Children with autism also seem to prefer non-speech sounds to speech sounds (Kuhl et al., 2005). Their preference for non-speech stimuli and their lack in motivation to engage socially with caregivers may deprive them of chances to develop language and speech skills.
We may roll our eyes when we hear someone babbling “googoo ga ga”, but even the most eloquent sophisticate will resort to baby talk or child-directed speech (CDS) given half the chance by a chubby cheeked infant.
CDS is a way of speaking to a baby that is often characterized by things like a slower pace of speaking, a higher pitched voice, repetitions, and a sing song manner. Babies do respond to CDS, and some research suggests it may be a helpful tool on a baby’s speech and language acquisition path—in contrast other studies have shown typical language development without CDS.
As research suggests, a child with autism spectrum disorder may respond less (or pay reduced attention) to CDS in comparison to typically developing children, and these children may then have fewer language learning opportunities (Watson et al., 2011).
CDS is just one way in which experts believe children acquire language skills or learning. The role of a caregiver’s interaction and the expressive language used with a baby is also highlighted, with emphasis on communicative behaviors like facial expressions and gestures utilized to promote early language development.

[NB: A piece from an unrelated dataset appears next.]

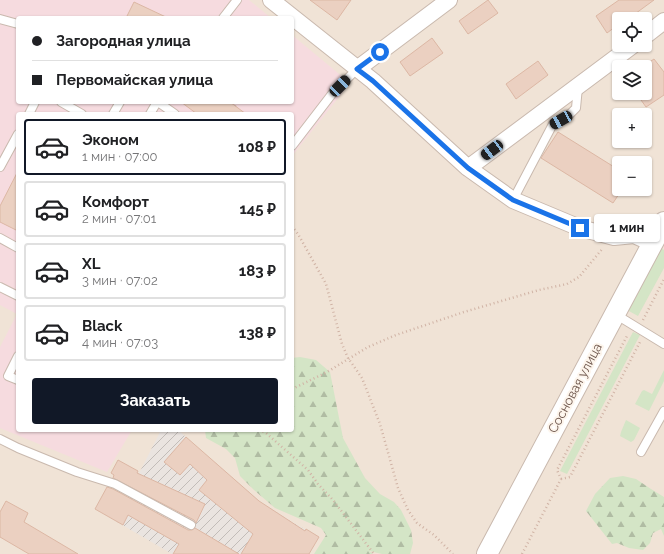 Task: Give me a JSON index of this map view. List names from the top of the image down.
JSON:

Children with autism may not show the same interest in parents and caregivers in the first year of life (in comparison to typically developing children). Rather, interest may be focused on non-social stimuli and they may experience decreased interest in speech. Expectations that children on the spectrum will acquire language in a similar fashion to neurotypical children, may therefore be problematic and unfair.
Not your typical talk
Language and speech development is complicated with many variables but, when it comes to language and speech delays for those on the spectrum, research often points to differences in brain circuitry, reward systems, motivation, and brain activity—a combination which would explain a completely different language trajectory.
This may be even more relevant for nonverbal children with autism. A study (Ortiz-Mantilla et al., 2019) recorded electrical activity in the brains of nonverbal children with autism and revealed that the typical wave of brain activity involved in linking objects with their names did not show up.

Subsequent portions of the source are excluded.